As my thinking and work has evolved, I have sometimes looked to the Field Recording Facebook group to help me think about equipment decisions and delighted in the generosity of some many field recordists who share their experiences and knowledge. (For example, George Vlad’s Mindful Audio, Ian Smith’s Technical Field Recording, and Christine Hass’s Wild Mountain Echoes.) These recordists come from quite varied backgrounds, but all convey the joy they experience in recording the worlds of the world and, moreover, the discernible environmental consciousness that attends to their work. The World Forum for Acoustic Ecology points to a context for positioning my academic work in political, social, and theory within an inquiry of study of the social, cultural, and ecological dimensions of decidedly sonic environments. And connecting with the Wildlife Sounds Recording Society has offer another venue to consider these matters in a deeply informed but not academic setting. Finally, the incredible, long-running podcast framework has encouraged me to disregard any real distinction between soundscape, sound art, and field recording for the pursuit of phonology, “the art of sound hunting.”

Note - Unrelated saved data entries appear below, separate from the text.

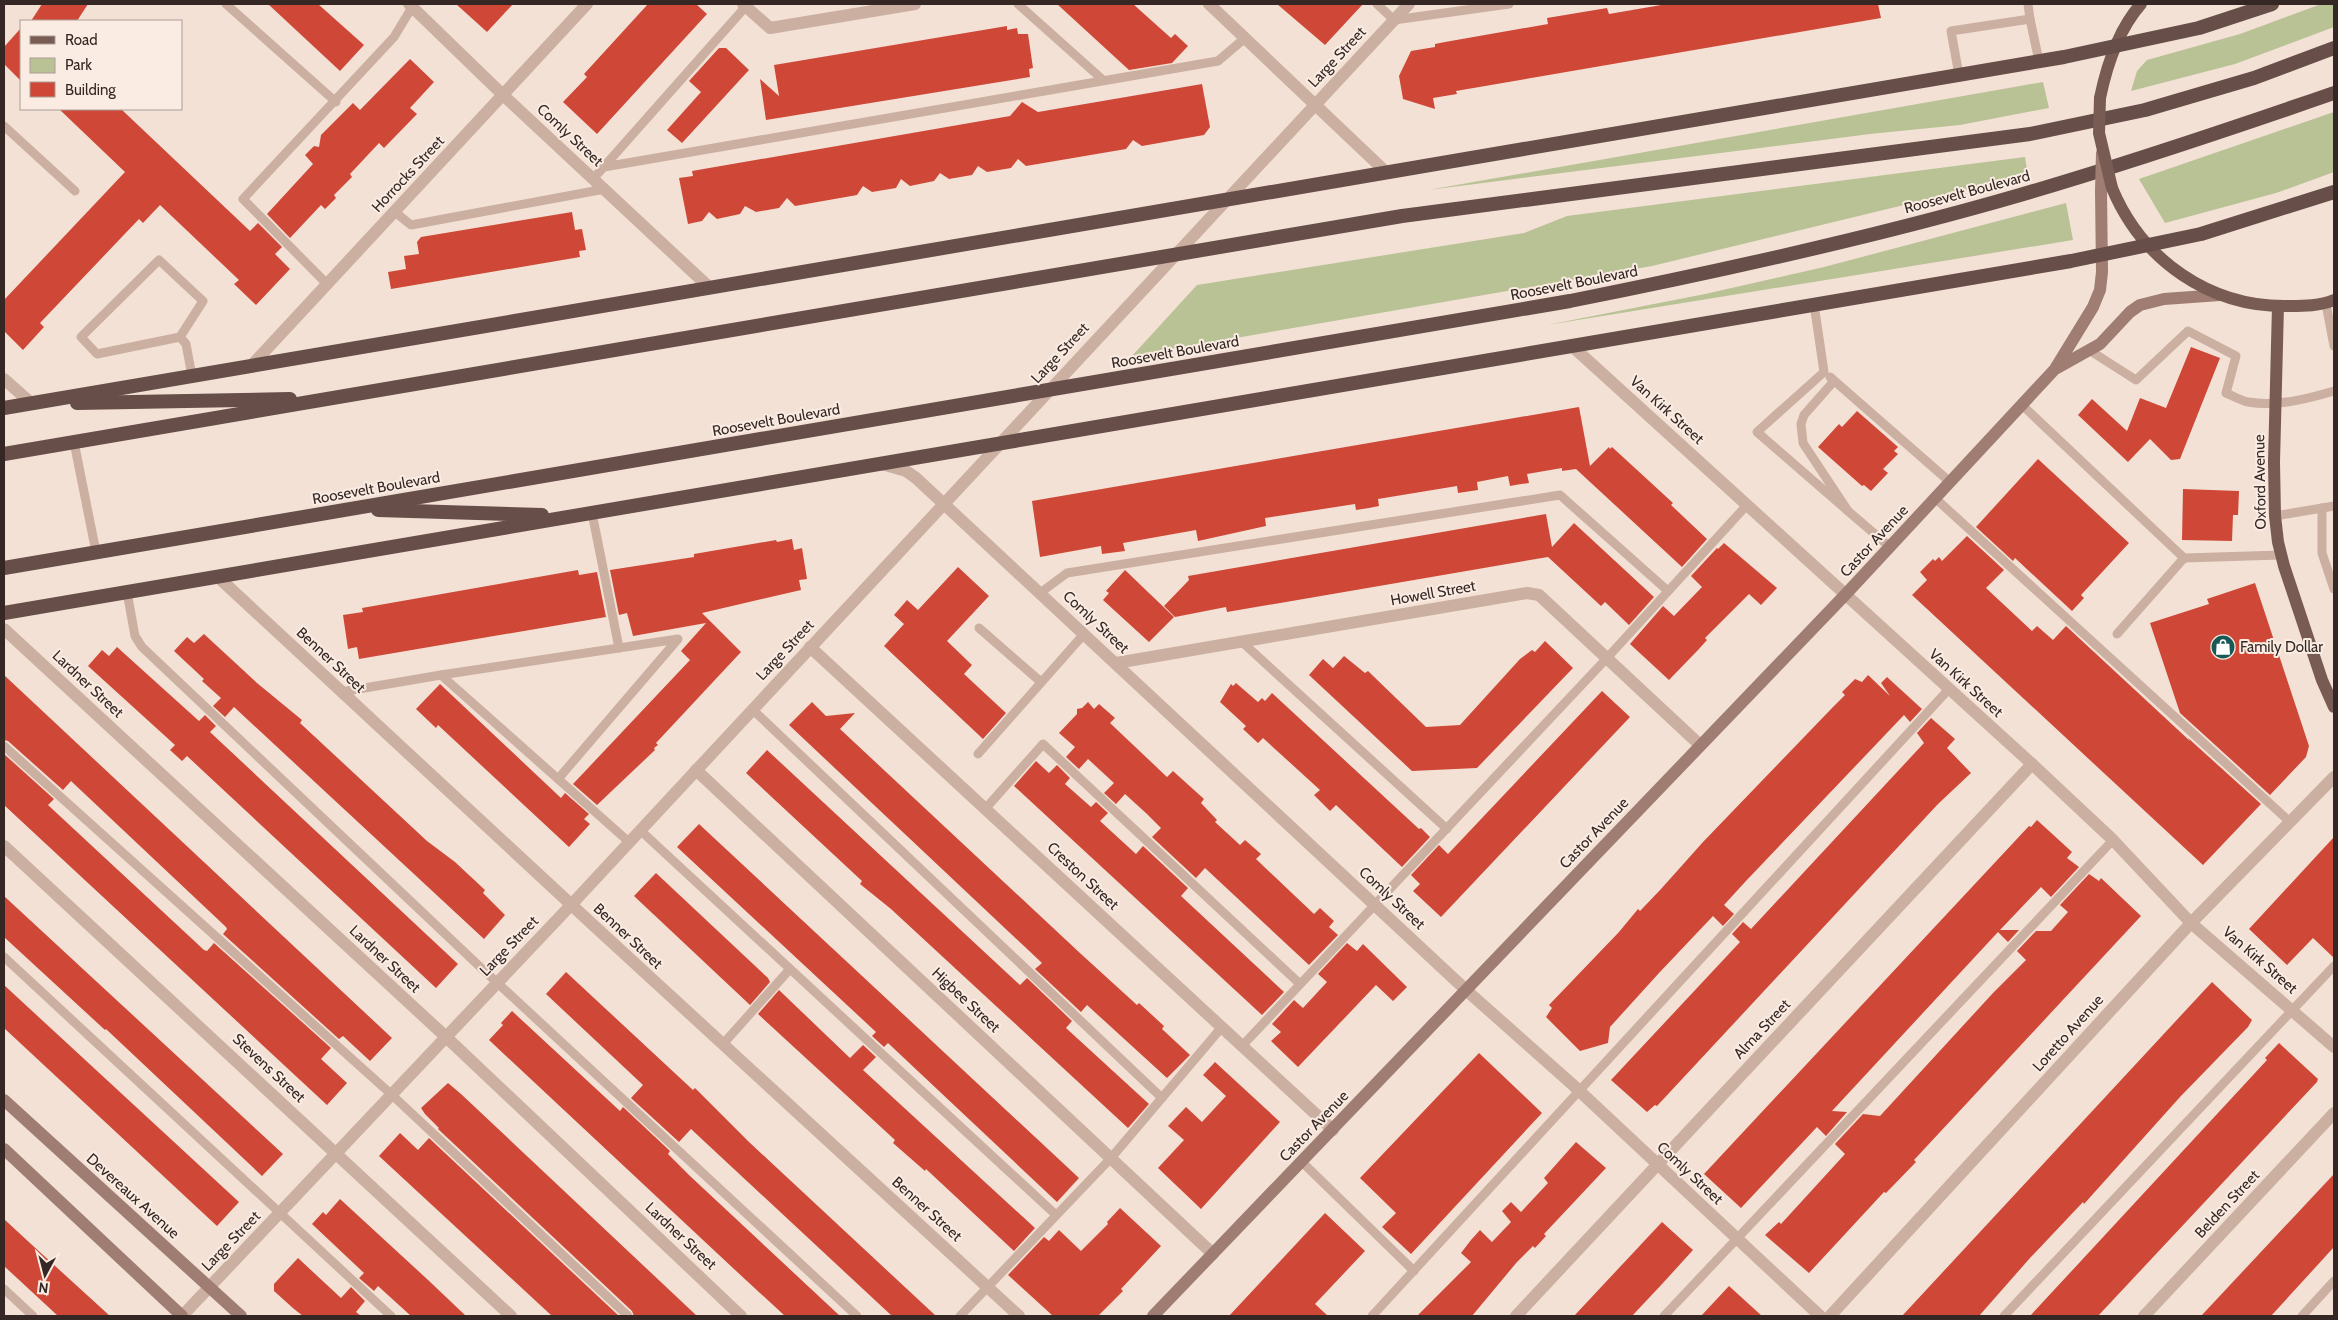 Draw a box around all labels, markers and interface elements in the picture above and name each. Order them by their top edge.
legend [20,20,182,110]
street label: Large Street [1304,23,1370,91]
text: Road [65,31,98,49]
text: Park [65,56,92,74]
text: Building [65,81,116,99]
street label: Comly Street [533,100,607,170]
street label: Horrocks Street [368,132,448,216]
street label: Roosevelt Boulevard [1902,167,2032,217]
street label: Roosevelt Boulevard [1509,262,1639,304]
street label: Large Street [1027,319,1093,387]
street label: Roosevelt Boulevard [1110,332,1240,372]
street label: Van Kirk Street [1626,372,1708,448]
street label: Roosevelt Boulevard [711,400,841,440]
street label: Oxford Avenue [2250,434,2270,530]
street label: Roosevelt Boulevard [311,468,441,508]
street label: Castor Avenue [1836,501,1912,581]
street label: Howell Street [1389,577,1477,609]
street label: Comly Street [1059,587,1133,657]
street label: Large Street [752,616,818,684]
street label: Benner Street [293,623,369,697]
shop icon: Family Dollar [2210,634,2236,660]
place label: Family Dollar [2240,638,2323,656]
street label: Van Kirk Street [1925,645,2007,721]
street label: Lardner Street [49,647,127,721]
street label: Castor Avenue [1556,794,1633,872]
street label: Creston Street [1044,838,1122,914]
street label: Comly Street [1355,863,1429,933]
street label: Benner Street [590,899,666,973]
street label: Large Street [476,912,542,980]
street label: Lardner Street [346,922,424,996]
street label: Van Kirk Street [2219,923,2301,997]
street label: Higbee Street [928,964,1004,1036]
street label: Loretto Avenue [2029,991,2107,1075]
street label: Alma Street [1730,995,1794,1063]
street label: Stevens Street [229,1030,309,1106]
street label: Castor Avenue [1276,1087,1353,1165]
street label: Comly Street [1653,1138,1727,1208]
street label: Devereaux Avenue [83,1150,183,1243]
street label: Belden Street [2191,1166,2263,1242]
street label: Benner Street [888,1173,966,1245]
street label: Lardner Street [642,1199,720,1273]
street label: Large Street [198,1207,264,1275]
north arrow [20,1250,70,1300]
text: N [37,1278,49,1297]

For now, and largely outside for the moment of any particular community or discourse, field recording has come to entail a particular form of practice and mode of engagement. It facilitates an encounter with the broad physical and “natural” worlds and experience of its accidents and contingencies; the grappling with a world’s manifold visible and invisible borders and actants. And while viewing field recordings as neutrally capturing pristine natural settings is problematic, it is impossible for me not to approach these matters except against the backdrop of climate change and environmental devastation—this anthropocene. As such, I am sympathetic to the deep ecology concern for listening as a practice of retuning and de-instrumentalizing our attention towards the socio-natural worlds we live in and around; and also to the efforts to deploy recording as way to document, defend, or at least archive threatened ecosystems, species, and worlds. (See, for example, Sounds of Life at the Australian Film + Sound Archive.) At the same time, the experience “in the field” has deepened my thinking about the kind of sonic and aural creativity that is possible and the kind of public pursuits it may open up.